→ Problem details: Produce word for word the lines of the data below running from the one that has "display:grid; place-items:center; height:155px;" to the one that has "2 1 2 8 2 1", inclusive, and no others.

• • • • • • •

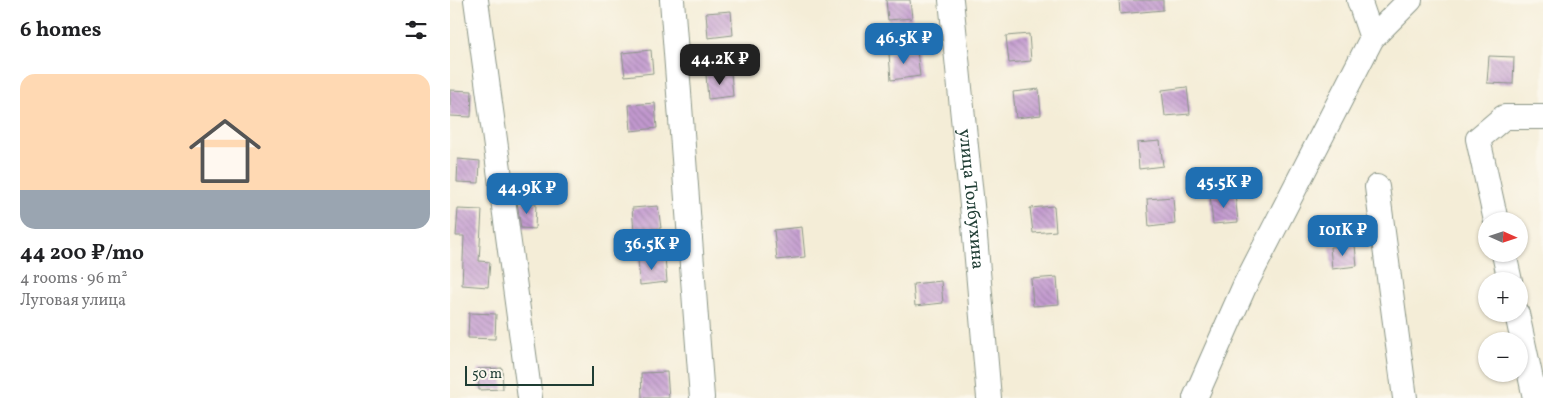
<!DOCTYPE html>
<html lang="en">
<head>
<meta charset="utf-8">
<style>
	body { margin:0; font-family:Vollkorn,serif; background:#f6f6f6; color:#202124; height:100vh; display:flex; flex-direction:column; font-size:19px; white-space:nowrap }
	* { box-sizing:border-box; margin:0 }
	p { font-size:16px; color:#757577 }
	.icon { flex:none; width:28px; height:28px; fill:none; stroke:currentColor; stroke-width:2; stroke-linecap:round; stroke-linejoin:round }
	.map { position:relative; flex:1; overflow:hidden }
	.sheet { display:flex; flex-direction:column; background:#fff; width:450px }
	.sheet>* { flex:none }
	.needle { width:32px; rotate:93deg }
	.buttons { position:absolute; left:1028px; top:212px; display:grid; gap:10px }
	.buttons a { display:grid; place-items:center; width:50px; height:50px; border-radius:50%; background:#fff; box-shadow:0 1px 4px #0004; font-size:25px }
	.scale { position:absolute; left:15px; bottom:12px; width:129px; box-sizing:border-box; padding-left:5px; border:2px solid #1f3d34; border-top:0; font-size:14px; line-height:18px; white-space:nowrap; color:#1f3d34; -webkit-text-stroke:4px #fbf7ec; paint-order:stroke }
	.price { position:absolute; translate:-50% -42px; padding:0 11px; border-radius:10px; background:#1f6fb2; color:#fff; font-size:16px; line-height:32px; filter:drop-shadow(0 1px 2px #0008) }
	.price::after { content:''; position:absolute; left:50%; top:30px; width:15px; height:11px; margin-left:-8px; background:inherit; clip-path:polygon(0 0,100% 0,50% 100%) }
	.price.active { background:#222; color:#fff }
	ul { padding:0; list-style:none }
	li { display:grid; align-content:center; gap:10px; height:265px; padding:0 20px }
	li+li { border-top:1px solid #e0e0e0 }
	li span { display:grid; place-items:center; height:155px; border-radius:15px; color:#555 }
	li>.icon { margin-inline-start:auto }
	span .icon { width:90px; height:90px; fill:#fffc; stroke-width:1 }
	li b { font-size:21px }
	h2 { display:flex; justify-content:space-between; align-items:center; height:60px; padding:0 20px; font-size:21px }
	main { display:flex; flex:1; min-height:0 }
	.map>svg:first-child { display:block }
	.building { fill:url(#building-back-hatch) }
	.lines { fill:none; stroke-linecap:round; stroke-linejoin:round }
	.minor-casing { stroke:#8a9586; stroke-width:26 }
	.minor { stroke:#fff; stroke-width:24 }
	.labels { text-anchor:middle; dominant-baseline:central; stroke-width:4.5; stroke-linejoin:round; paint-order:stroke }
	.street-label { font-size:18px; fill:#1f3d34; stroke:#fbf7ec }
</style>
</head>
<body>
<main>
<section class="sheet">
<h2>6 homes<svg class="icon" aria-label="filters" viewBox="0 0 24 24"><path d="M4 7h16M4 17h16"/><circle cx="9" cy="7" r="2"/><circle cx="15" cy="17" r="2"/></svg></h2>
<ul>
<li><span style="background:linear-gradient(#ffd9b3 75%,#9aa5b1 0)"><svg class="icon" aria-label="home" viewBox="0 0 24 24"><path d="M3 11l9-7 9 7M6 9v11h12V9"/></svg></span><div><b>44 200 ₽/mo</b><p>4 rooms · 96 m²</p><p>Луговая улица</p></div></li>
</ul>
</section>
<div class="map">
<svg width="1093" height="398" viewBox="0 0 1093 398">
	<defs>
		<pattern id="building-back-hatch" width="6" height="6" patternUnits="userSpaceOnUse" patternTransform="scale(1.25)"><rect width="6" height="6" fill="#c299cf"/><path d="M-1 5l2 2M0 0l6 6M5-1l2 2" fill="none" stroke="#9d7ea9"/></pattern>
	</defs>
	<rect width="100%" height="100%" fill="#fbf7ec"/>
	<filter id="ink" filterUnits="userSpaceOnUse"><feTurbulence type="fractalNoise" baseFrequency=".02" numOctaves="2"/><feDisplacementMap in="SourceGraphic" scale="10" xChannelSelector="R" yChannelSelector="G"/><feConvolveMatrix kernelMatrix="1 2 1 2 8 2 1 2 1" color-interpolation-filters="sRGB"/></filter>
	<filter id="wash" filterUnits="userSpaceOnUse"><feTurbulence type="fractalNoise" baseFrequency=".0096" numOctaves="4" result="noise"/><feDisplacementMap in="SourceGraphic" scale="20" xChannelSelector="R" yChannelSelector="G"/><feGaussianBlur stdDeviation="1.12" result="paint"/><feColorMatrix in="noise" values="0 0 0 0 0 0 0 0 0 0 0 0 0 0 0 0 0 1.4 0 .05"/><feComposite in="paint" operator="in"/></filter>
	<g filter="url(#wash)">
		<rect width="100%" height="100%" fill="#f4edd7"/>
		<g id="blocks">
			<g class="building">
				<polygon points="436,0 460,0 462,18 438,20"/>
				<polygon points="669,0 713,0 713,10 670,14"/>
				<polygon points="281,11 283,35 258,38 256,13"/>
				<polygon points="579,34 581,61 559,63 556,36"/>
				<polygon points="201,50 203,73 175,76 172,53"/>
				<polygon points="467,51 470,76 441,80 439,54"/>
				<polygon points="1039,56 1064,57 1063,84 1037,83"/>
				<polygon points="281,72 283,96 258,99 256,75"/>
				<polygon points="737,87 740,114 715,116 712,90"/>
				<polygon points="589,89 591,115 566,118 563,92"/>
				<polygon points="0,90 22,91 21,117 0,116"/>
				<polygon points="205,103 207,128 181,131 179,105"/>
				<polygon points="710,141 713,166 689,169 687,143"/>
				<polygon points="8,159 30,161 29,183 7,182"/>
				<polygon points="785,194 788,222 763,224 760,196"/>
				<polygon points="723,197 725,224 699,227 697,199"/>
				<polygon points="67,202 86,203 85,229 71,228"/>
				<polygon points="208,206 211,228 184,231 182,208"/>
				<polygon points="604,206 606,231 583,233 580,208"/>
				<polygon points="8,209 32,210 29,261 40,262 38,287 12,285 14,236 6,236"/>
				<polygon points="352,227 355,257 327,260 324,230"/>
				<polygon points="905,245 907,266 882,269 880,247"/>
				<polygon points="215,257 217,282 190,285 188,259"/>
				<polygon points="607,277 609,304 583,306 581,279"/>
				<polygon points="491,281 493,303 465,306 463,284"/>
				<polygon points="19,313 46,314 45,339 18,338"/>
				<polygon points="52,368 53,389 29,390 28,369"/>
				<polygon points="217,372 219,398 192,398 191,373"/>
			</g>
		</g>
	</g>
	<g filter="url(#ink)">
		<use href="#blocks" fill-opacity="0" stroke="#8a9586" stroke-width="1"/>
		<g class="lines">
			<defs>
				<g id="minor">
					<polyline points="26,0 80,398"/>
					<polyline points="222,0 252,398"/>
					<path id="s1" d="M 501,0 L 524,225 L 539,398"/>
					<polyline points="909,0 922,38"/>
					<polyline points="927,187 955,398"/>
					<polyline points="1046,221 1028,139 1054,117 1093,117"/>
					<polyline points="1054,254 1060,281"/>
					<polyline points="1067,314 1085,398"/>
					<polyline points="745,398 795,285 922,38 960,0"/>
				</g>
			</defs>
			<use href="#minor" class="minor-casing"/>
			<use href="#minor" class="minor"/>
		</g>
	</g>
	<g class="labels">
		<g class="street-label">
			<text stroke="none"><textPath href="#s1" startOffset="200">улица Толбухина</textPath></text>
		</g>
	</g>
</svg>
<div class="buttons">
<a><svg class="needle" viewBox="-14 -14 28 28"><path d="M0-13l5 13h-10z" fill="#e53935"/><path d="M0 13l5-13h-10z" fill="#757577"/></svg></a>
<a>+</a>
<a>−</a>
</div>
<div class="scale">50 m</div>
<b class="price" style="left:454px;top:65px">46.5K ₽</b>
<b class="price active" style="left:270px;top:86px">44.2K ₽</b>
<b class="price" style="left:774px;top:209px">45.5K ₽</b>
<b class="price" style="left:77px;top:215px">44.9K ₽</b>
<b class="price" style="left:893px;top:257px">101K ₽</b>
<b class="price" style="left:202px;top:271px">36.5K ₽</b>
</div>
</main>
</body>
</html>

• • • • • • •

→ Task result:
	li span { display:grid; place-items:center; height:155px; border-radius:15px; color:#555 }
	li>.icon { margin-inline-start:auto }
	span .icon { width:90px; height:90px; fill:#fffc; stroke-width:1 }
	li b { font-size:21px }
	h2 { display:flex; justify-content:space-between; align-items:center; height:60px; padding:0 20px; font-size:21px }
	main { display:flex; flex:1; min-height:0 }
	.map>svg:first-child { display:block }
	.building { fill:url(#building-back-hatch) }
	.lines { fill:none; stroke-linecap:round; stroke-linejoin:round }
	.minor-casing { stroke:#8a9586; stroke-width:26 }
	.minor { stroke:#fff; stroke-width:24 }
	.labels { text-anchor:middle; dominant-baseline:central; stroke-width:4.5; stroke-linejoin:round; paint-order:stroke }
	.street-label { font-size:18px; fill:#1f3d34; stroke:#fbf7ec }
</style>
</head>
<body>
<main>
<section class="sheet">
<h2>6 homes<svg class="icon" aria-label="filters" viewBox="0 0 24 24"><path d="M4 7h16M4 17h16"/><circle cx="9" cy="7" r="2"/><circle cx="15" cy="17" r="2"/></svg></h2>
<ul>
<li><span style="background:linear-gradient(#ffd9b3 75%,#9aa5b1 0)"><svg class="icon" aria-label="home" viewBox="0 0 24 24"><path d="M3 11l9-7 9 7M6 9v11h12V9"/></svg></span><div><b>44 200 ₽/mo</b><p>4 rooms · 96 m²</p><p>Луговая улица</p></div></li>
</ul>
</section>
<div class="map">
<svg width="1093" height="398" viewBox="0 0 1093 398">
	<defs>
		<pattern id="building-back-hatch" width="6" height="6" patternUnits="userSpaceOnUse" patternTransform="scale(1.25)"><rect width="6" height="6" fill="#c299cf"/><path d="M-1 5l2 2M0 0l6 6M5-1l2 2" fill="none" stroke="#9d7ea9"/></pattern>
	</defs>
	<rect width="100%" height="100%" fill="#fbf7ec"/>
	<filter id="ink" filterUnits="userSpaceOnUse"><feTurbulence type="fractalNoise" baseFrequency=".02" numOctaves="2"/><feDisplacementMap in="SourceGraphic" scale="10" xChannelSelector="R" yChannelSelector="G"/><feConvolveMatrix kernelMatrix="1 2 1 2 8 2 1 2 1" color-interpolation-filters="sRGB"/></filter>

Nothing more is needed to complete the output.